── Input records ──

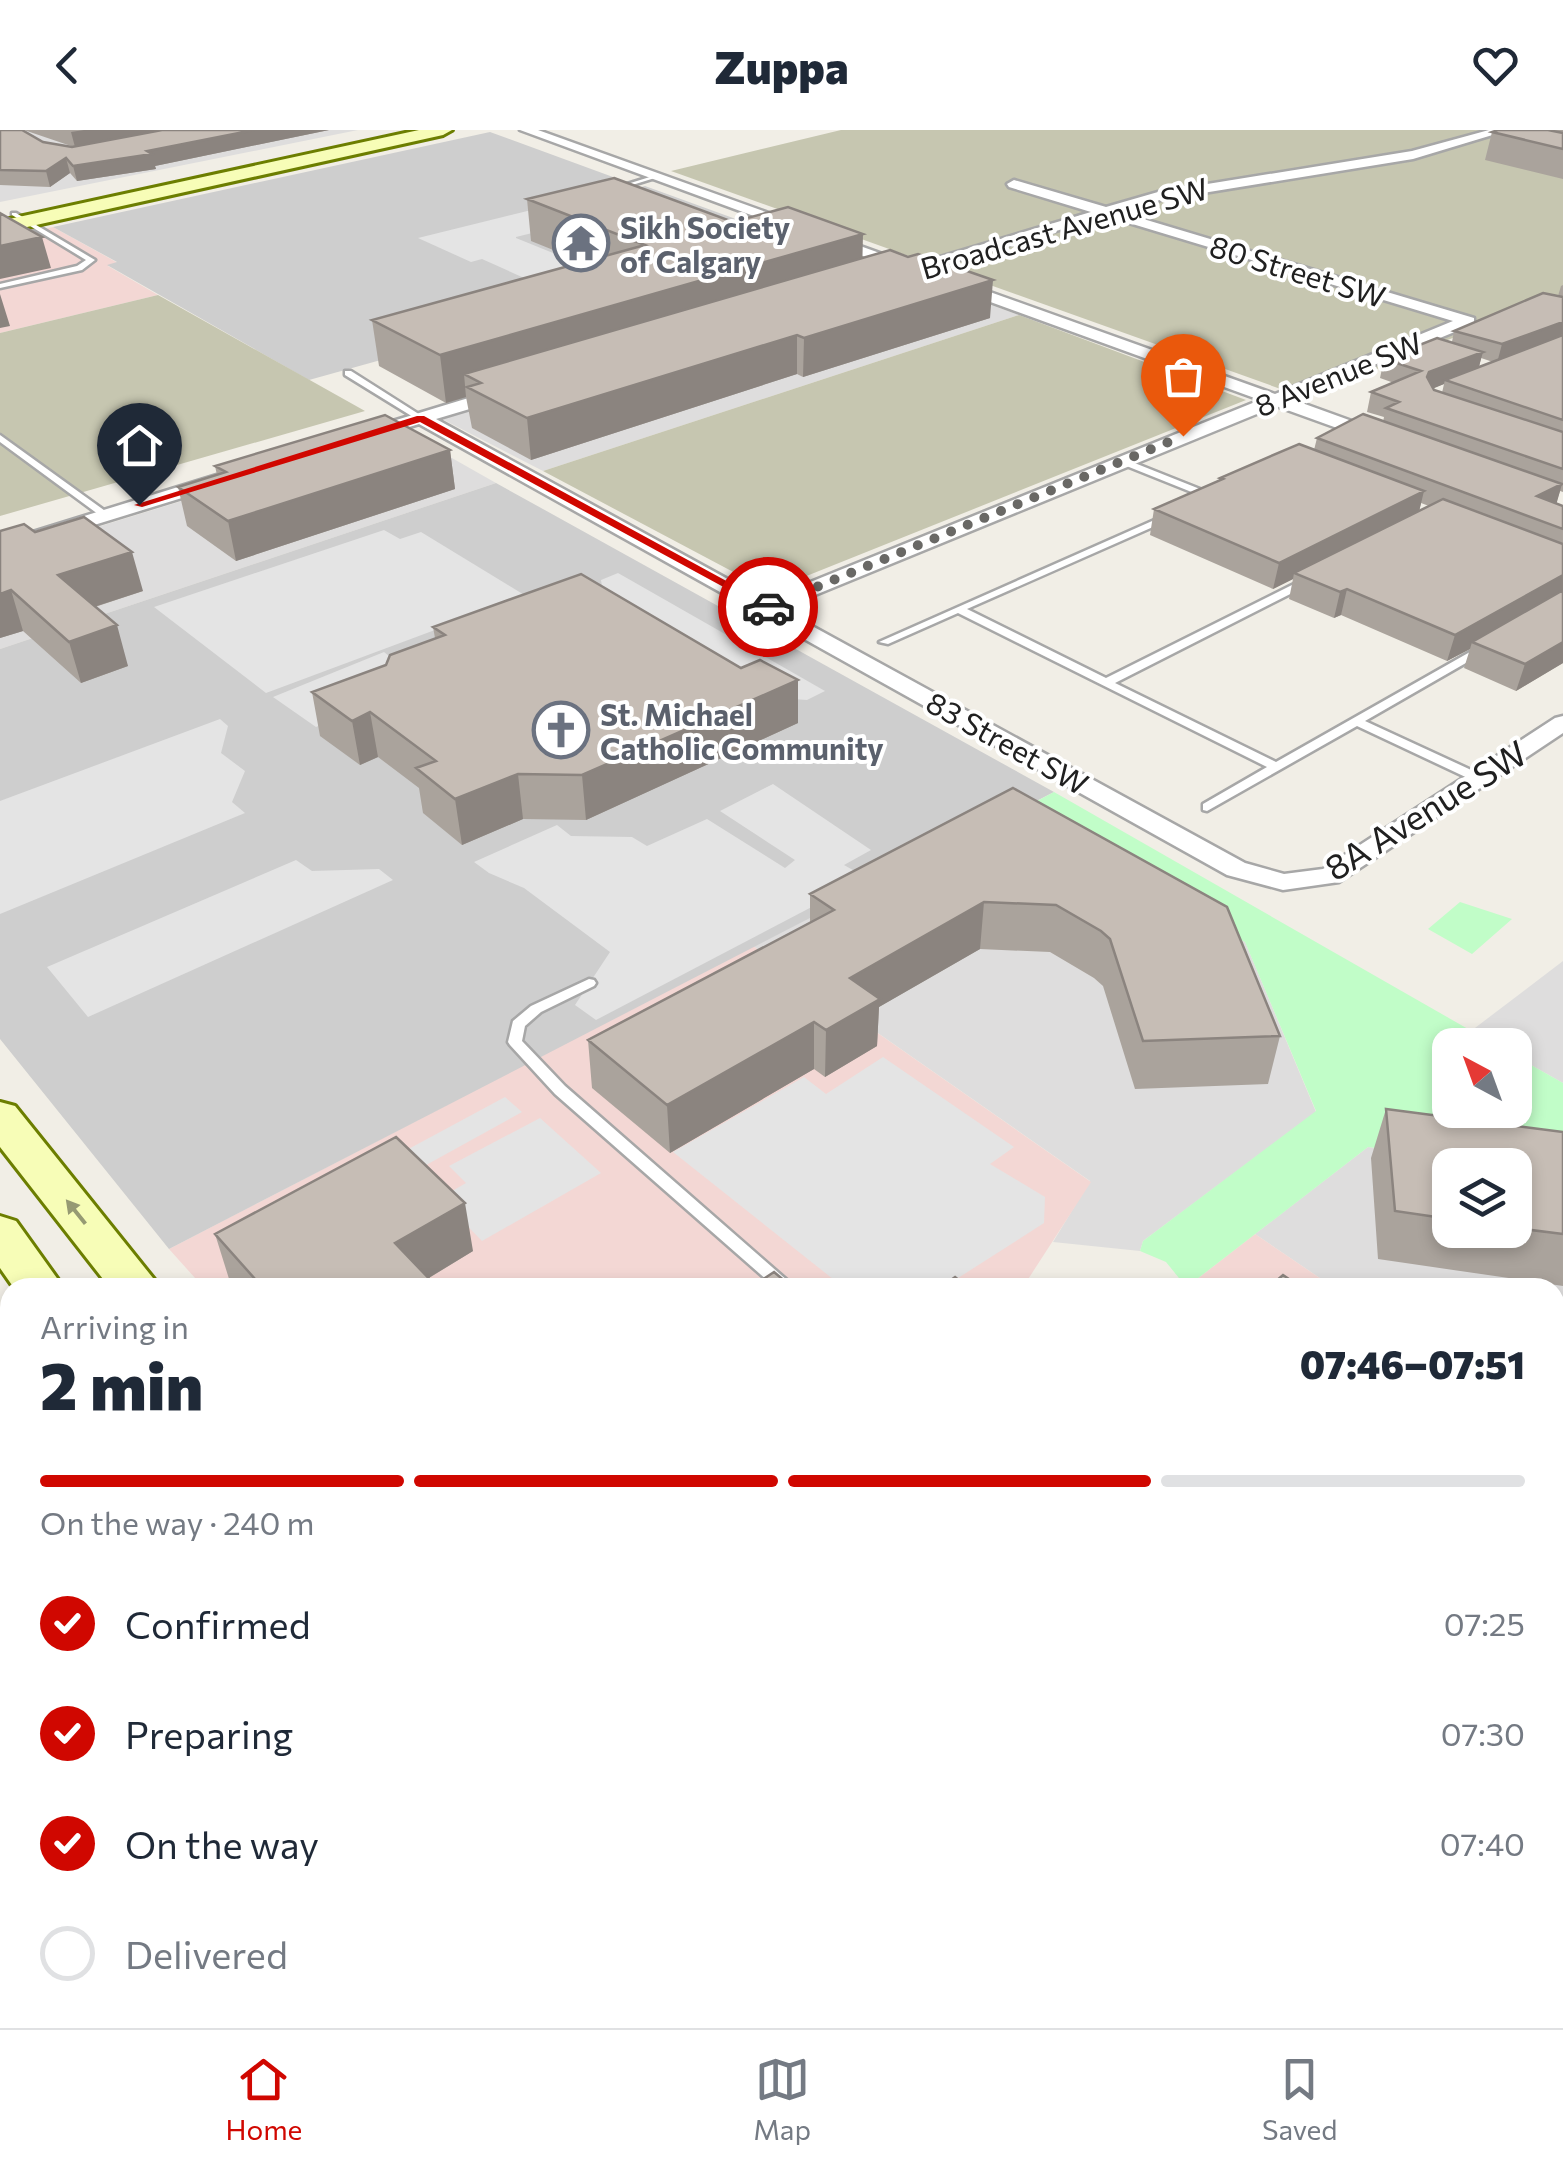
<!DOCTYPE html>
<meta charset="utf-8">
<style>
body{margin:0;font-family:Commissioner,sans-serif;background:#f2f2f3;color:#1f2937;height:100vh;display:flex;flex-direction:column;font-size:38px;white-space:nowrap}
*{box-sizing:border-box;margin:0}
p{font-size:32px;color:#747a83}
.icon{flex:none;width:55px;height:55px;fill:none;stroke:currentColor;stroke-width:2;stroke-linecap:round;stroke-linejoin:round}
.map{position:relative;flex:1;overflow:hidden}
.side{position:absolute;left:0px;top:1148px;width:1565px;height:752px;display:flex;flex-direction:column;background:#fff;border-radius:30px 30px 0 0;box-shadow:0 5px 15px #0003}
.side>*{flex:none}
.needle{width:65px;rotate:319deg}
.fabs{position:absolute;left:1432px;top:898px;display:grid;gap:20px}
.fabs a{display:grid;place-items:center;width:100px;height:100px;border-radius:20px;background:#fff;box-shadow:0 5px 15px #0003;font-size:50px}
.pin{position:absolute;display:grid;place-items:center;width:85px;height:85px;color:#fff;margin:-102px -42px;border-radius:50% 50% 50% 0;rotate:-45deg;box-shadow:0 0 10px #0007}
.pin .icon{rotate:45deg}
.courier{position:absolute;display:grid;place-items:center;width:100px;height:100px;margin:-50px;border:8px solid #d00700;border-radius:50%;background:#fff;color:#222;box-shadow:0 2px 12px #0007}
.head em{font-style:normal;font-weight:800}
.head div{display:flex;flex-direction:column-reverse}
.head{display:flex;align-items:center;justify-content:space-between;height:170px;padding:0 40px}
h1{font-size:65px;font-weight:800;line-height:75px}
.bar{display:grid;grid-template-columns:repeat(4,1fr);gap:15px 10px;align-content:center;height:120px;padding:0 40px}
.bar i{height:12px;border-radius:8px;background:#e0e1e3}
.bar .active{background:#d00700}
.bar p{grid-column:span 4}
ol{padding:0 40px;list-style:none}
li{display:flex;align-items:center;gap:30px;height:110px}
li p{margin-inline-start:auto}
li .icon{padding:10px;border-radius:50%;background:#d00700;color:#fff;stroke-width:4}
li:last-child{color:#747a83}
li i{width:55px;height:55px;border:5px solid #e0e1e3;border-radius:50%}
header{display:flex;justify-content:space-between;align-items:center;height:130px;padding:0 40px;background:#fff;font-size:45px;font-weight:800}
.tab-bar{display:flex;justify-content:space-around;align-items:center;height:140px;border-top:2px solid #e0e1e3;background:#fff;font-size:28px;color:#747a83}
.tab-bar a{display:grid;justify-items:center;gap:5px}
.tab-bar .active{color:#d00700}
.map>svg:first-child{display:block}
</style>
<header><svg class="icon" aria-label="back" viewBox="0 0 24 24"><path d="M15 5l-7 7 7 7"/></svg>Zuppa<svg class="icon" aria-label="heart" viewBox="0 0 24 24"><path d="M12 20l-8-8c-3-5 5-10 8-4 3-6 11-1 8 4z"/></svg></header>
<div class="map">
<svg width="1563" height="1898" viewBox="0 0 1563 1898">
<rect width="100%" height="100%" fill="#f1eee6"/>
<path fill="#dedddd" d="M0,0H358L0,72Z
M917,148L1019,185L543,341L442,289Z
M406,302L496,353L0,519V427Z
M1016,682L1245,812L1316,982L1143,1111L1140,1121L1053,1112L1090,1051L753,816Z
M1563,831V953L1515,926V915H1496L1471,901Z
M1368,1017L1507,1035H1450V1100H1515L1563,1042V1314L1555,1309V1158L1333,1157L1255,1104Z
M0,1234L10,1248V1890H356L346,1898H0Z"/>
<path fill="#f3d7d4" d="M53,97L118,133L108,136L158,165L0,203V108Z
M753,816L1091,1052L1023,1157L204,1158L169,1119Z
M1255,1104L1333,1157L1178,1158L1197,1149Z
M1555,1309L1563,1314V1898H849L842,1890H1555Z"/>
<path fill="#cecece" d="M490,2L613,47L589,54L613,64L645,56L785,107L779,119L309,250L107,135L117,132L53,97Z
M496,353L1054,662L169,1119L0,909V519Z"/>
<path fill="#c6c6b0" d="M841,0H1563V163L1306,268L671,41Z
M158,165L365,281L0,386V203Z
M1019,185L1246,270L769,461L543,341Z"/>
<path fill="#c1fdc8" d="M1054,662L1496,915H1450V980H1515V926L1563,953V1042L1368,1017L1197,1149L1183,1153L1166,1132L1140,1121L1143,1111L1316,981L1245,812L1016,682Z
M1460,772L1512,789L1472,824L1428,799Z"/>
<path fill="#e4e4e4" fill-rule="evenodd" d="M576,69L746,116L562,165L482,129L471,132L418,108ZM597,87L590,138L516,108V107Z
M384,400L400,409L421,402L526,466L266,563L154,477Z
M618,443L825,561L807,570L764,567L605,476L601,450Z
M384,522L413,545L395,565L316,597L273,567Z
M220,589L228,596L221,623L245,641L232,672L245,683L0,784V671Z
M773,654L871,720L844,735L867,748L596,890L575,875L610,822L524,758L489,743L474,732L557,695L571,706L632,707L647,716L707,689L785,738L795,730L720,681Z
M296,730L312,741L379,739L393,750L88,887L47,837Z
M883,927L1014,1017L990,1034L1045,1067L1044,1093L944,1157H843L673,1022L804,947L826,964Z
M505,967L522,982L254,1130L238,1111Z
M540,988L601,1043L482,1111L440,1068L466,1053L449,1036Z
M926,1890H1146L1138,1898H933Z"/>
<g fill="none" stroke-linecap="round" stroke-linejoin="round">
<g stroke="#a7a7a7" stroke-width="5">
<path id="service" d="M653,46L658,47L613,61L608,60Z
M12,83H16L95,130L82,140L0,158V154L77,136L86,130L12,85Z
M345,241H351L425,288L418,290L345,245Z
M0,305L108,383V387H102L0,312Z
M1122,328L1215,365L1217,367L1209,369L1119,333V329Z
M1168,384L1173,387L1171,389L967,479L1106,548L1304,449H1312V453L1115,553L1276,632L1477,518H1485V522L1365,591L1482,645V651H1474L1357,596L1207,681L1203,680V674L1267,637L958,483L888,514L879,512Z
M589,849L594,850L596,853L594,856L541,882L525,896L522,911L565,956L796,1158H776L555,964L510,915L508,912L513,891L531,876Z
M0,1567C15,1573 10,1591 10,1605C0,1599 0,1581 0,1567Z
M10,1760V1785L0,1789V1764Z
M1555,1804L1563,1808V1834L1555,1830Z"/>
</g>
<g stroke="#a7a7a7" stroke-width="5">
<path id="minor" d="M520,0H538L913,135L1091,82L1009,57L1007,54L1014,50L1106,77L1158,62L1412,21L1489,0H1509L1413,29L1160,70L1120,82L1474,188V194L1291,269L1385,303V311H1373L1276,276L781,479L1245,733L1284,744L1323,739L1555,588L1563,586V603L1339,752L1283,760L1227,745L419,294L366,310L360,309V301L498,259H510V267L436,289L766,470L1260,270L952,158V152H962L1275,264L1453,191L1106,86L902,147L895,143L898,139Z
M217,345L226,351L224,355L0,424V412Z"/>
</g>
<g stroke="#6c7e00" stroke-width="6">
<path id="secondary" d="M419,0H452L443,5L0,103V91Z
M0,972L15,976L161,1158H110L0,1017Z
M0,1086L16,1091L64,1158H14L0,1138Z
M546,1890H617L620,1898H550Z
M698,1890H769L772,1898H702Z"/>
</g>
<use href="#service" fill="#fff" fill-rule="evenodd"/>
<use href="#minor" fill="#fff" fill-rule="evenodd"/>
<use href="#secondary" fill="#f7fdb7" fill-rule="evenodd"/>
</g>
<path fill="#aaa39c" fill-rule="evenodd" d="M0,0L43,12L72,17H74L24,0H329L155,36L156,39L77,51L70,43L50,57L0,55Z
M1498,0H1563V49L1485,30L1492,2Z
M527,69L733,92L863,128L990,188L803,247L797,244L531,330L472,298L466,267L446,273L379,236L372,190L583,132L531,111Z
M1563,155V362L1560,361L1556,373L1563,376V533L1516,561L1464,538L1470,519L1447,531L1341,485L1334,488L1289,469L1293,449L1273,459L1150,405L1154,379L1219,351L1220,348L1314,320L1317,308L1383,292L1384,287L1367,282L1371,262L1394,253L1380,248L1384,229L1452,212L1454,201L1558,166L1561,156ZM1481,228L1493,232L1479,237ZM1444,254L1442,263L1434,260L1433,258ZM1421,373L1429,376L1419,381Z
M450,320L455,359L236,431L187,396L178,357L217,345L215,336Z
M0,401L35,402L143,461L95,477L128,536L81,553L23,501L0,508Z
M433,497L741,538L798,550V593L586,690L523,689L462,715L423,683L419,658L378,627L360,635L320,606L312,562L386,535L435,508Z
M1013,658L1280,906L1268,954L1135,959L1103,856L1094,848L1050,822L980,819L879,877L877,916L825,947L814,939L670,1023L592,958L588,910L810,793V764Z
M1386,979L1563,1002V1156L1378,1129L1371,1028ZM1450,1035H1515V1100H1450Z
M215,1104L473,1121L429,1148L438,1158H235L230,1152Z
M0,1273L10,1288V1472L0,1457Z
M1555,1333L1563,1339V1569L1555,1563Z"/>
<path fill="#8b847f" d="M84,0H173L75,17L71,2Z
M254,0H329L155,36L156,39L77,51L73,36Z
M66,28L70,43L50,57L46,41Z
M863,104L862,147L464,244L466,267L446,273L440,225Z
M42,107L51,138L0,149V116Z
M993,150L990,188L803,247L804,208Z
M0,164L10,196L0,198Z
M1563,192V204L1497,233L1502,214Z
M797,205V244L531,330L527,288Z
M1483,222L1478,240L1445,250L1444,254L1425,262L1422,266L1429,242Z
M450,320L455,359L236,431L228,391Z
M1562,354L1555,379L1537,366Z
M1424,361L1418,386L1294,443L1293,449L1273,459L1279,433Z
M132,422L143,461L69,485L58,445Z
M1563,445V467L1472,512L1470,519L1447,531L1455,505Z
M1347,459L1341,485L1334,488L1340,462Z
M11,460L23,501L0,508V464Z
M117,495L128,536L81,553L69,512Z
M1563,512V533L1516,561L1525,534Z
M798,550V593L586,690L582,645Z
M370,582L378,627L360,635L352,591Z
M518,644L523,689L462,715L455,669Z
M984,772L980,819L879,877L877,916L825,947L826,900L850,848Z
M814,892V939L670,1023L667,975Z
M465,1073L473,1121L412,1158L395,1113Z
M137,1890H170L175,1898H127Z
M1432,1890H1439L1433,1898H1426Z"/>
<path fill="#c6bdb5" stroke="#8b847f" stroke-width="2.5" d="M0,0H22L43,12L72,17L162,0H254L147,21L152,24L73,36L66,28L46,41L0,40Z
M1498,0H1548L1563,3V19L1492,2Z
M614,48L733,92L788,77L863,104L440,225L372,190L645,115L527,69Z
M0,83L42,107L0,116Z
M890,120L908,127L918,124L993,150L804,208L797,205L527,288L467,257L481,253L464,244Z
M1543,163L1563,167V192L1502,214L1454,201Z
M1563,205V290L1445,250Z
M1437,208L1483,222L1429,242L1427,247L1434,260L1563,302V339L1386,278L1399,272L1371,262L1421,241L1384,229Z
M1363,284L1562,354L1537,366L1563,376V399L1317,308Z
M385,285L450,320L228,391L178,357L226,342L215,336Z
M1299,314L1424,361L1279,433L1154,379L1223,349L1220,348Z
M1443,369L1563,414V445L1455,505L1347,459L1340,462L1294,443Z
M84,387L132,422L58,445L117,495L69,512L11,460L0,464V401L24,394L35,402Z
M581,444L741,538L760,530L798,550L582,645L518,644L455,669L416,638L436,631L370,582L352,591L312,562L386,535L390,525L445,505L433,497Z
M1563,460V512L1525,534L1472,512Z
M1013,658L1227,777L1280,906L1143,911L1110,809L1101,801L1056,775L984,772L850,848L880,869L826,900L814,892L667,975L588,910L834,780L810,764Z
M1386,979L1563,1002V1104L1515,1098V1035H1450V1089L1395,1081Z
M396,1007L465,1073L395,1113L438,1158H263L215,1104Z
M774,1142L793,1158H750Z
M1283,1145L1302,1158H1268Z
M955,1147L968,1158H940Z
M0,1273L10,1288V1467L0,1451Z
M1555,1333L1563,1339V1504L1555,1498Z
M10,1841V1890H137L127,1898H0V1848Z
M1171,1890H1432L1426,1898H1164Z"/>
<defs><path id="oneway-solid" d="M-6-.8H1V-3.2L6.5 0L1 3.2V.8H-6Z" transform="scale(2.5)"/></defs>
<use fill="#969a73" href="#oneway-solid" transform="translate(76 1082) rotate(-129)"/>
<path fill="#d00700" d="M417,286H424L774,477L764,479L420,292L142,377L134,375Z"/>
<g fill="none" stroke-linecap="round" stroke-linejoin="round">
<path stroke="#696865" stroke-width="10" stroke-dasharray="0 18" d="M768,477L1183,306"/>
</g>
<defs>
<g id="temple-ring" transform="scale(2.875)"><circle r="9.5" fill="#fff" stroke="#6b7280" stroke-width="1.5"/><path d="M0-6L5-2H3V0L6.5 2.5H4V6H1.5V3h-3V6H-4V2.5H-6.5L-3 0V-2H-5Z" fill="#6b7280"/></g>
<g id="church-ring" transform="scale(2.875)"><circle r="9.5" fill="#fff" stroke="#6b7280" stroke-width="1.5"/><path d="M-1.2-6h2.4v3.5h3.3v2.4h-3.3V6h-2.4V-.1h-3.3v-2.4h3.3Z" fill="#6b7280"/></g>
</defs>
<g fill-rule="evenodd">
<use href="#temple-ring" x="581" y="113"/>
<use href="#church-ring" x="561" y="600"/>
</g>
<g text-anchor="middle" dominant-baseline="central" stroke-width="8" stroke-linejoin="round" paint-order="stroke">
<g font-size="30" font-weight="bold" fill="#5b616d" stroke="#fff" text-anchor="start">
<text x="620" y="96">Sikh Society<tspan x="620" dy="34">of Calgary</tspan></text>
<text x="600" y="583">St. Michael<tspan x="600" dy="34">Catholic Community</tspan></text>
</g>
<g font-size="30" fill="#202020" stroke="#fff">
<text transform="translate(1064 97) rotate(-16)">Broadcast Avenue SW</text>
<text transform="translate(1298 140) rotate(17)">80 Street SW</text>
<text transform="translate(1338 243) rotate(-22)">8 Avenue SW</text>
<text transform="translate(1008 612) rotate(29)">83 Street SW</text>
</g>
<g font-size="35" fill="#202020" stroke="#fff">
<text transform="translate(1425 679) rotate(-32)">8A Avenue SW</text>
</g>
</g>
</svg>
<div class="fabs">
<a><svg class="needle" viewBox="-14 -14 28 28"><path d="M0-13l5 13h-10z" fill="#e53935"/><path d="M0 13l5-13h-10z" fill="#747a83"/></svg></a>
<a><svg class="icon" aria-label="layers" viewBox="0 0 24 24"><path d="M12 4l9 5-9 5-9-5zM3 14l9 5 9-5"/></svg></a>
</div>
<div class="pin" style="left:1183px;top:306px;background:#ea580c"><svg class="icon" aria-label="bag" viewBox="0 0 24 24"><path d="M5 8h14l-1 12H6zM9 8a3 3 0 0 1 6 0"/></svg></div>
<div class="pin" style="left:139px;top:375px;background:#1f2937"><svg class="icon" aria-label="home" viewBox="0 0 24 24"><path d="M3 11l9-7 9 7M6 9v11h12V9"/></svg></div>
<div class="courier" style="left:768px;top:477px"><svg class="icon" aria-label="car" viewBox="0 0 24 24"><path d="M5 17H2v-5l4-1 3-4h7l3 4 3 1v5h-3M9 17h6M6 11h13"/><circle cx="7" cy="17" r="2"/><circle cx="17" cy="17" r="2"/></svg></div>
<section class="side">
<div class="head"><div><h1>2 min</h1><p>Arriving in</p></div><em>07:46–07:51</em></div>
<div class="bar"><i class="active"></i><i class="active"></i><i class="active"></i><i></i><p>On the way · 240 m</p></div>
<ol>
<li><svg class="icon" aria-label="check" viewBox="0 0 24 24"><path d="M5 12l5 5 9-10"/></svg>Confirmed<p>07:25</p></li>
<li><svg class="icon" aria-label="check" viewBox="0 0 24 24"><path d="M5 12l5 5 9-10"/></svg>Preparing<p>07:30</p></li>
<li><svg class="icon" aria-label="check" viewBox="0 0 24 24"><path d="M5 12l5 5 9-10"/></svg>On the way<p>07:40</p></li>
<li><i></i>Delivered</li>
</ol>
</section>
</div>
<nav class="tab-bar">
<a class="active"><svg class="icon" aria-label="home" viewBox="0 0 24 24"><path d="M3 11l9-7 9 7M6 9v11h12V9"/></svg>Home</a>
<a><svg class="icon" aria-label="map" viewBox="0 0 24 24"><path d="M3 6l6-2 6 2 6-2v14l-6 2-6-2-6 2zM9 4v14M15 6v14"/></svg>Map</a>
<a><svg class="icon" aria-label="saved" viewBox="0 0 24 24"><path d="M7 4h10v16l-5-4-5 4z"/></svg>Saved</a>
</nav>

───

* Prompt
Your task is to return each line of the data above that contains the string "position".

* Result of the exercise
.map{position:relative;flex:1;overflow:hidden}
.side{position:absolute;left:0px;top:1148px;width:1565px;height:752px;display:flex;flex-direction:column;background:#fff;border-radius:30px 30px 0 0;box-shadow:0 5px 15px #0003}
.fabs{position:absolute;left:1432px;top:898px;display:grid;gap:20px}
.pin{position:absolute;display:grid;place-items:center;width:85px;height:85px;color:#fff;margin:-102px -42px;border-radius:50% 50% 50% 0;rotate:-45deg;box-shadow:0 0 10px #0007}
.courier{position:absolute;display:grid;place-items:center;width:100px;height:100px;margin:-50px;border:8px solid #d00700;border-radius:50%;background:#fff;color:#222;box-shadow:0 2px 12px #0007}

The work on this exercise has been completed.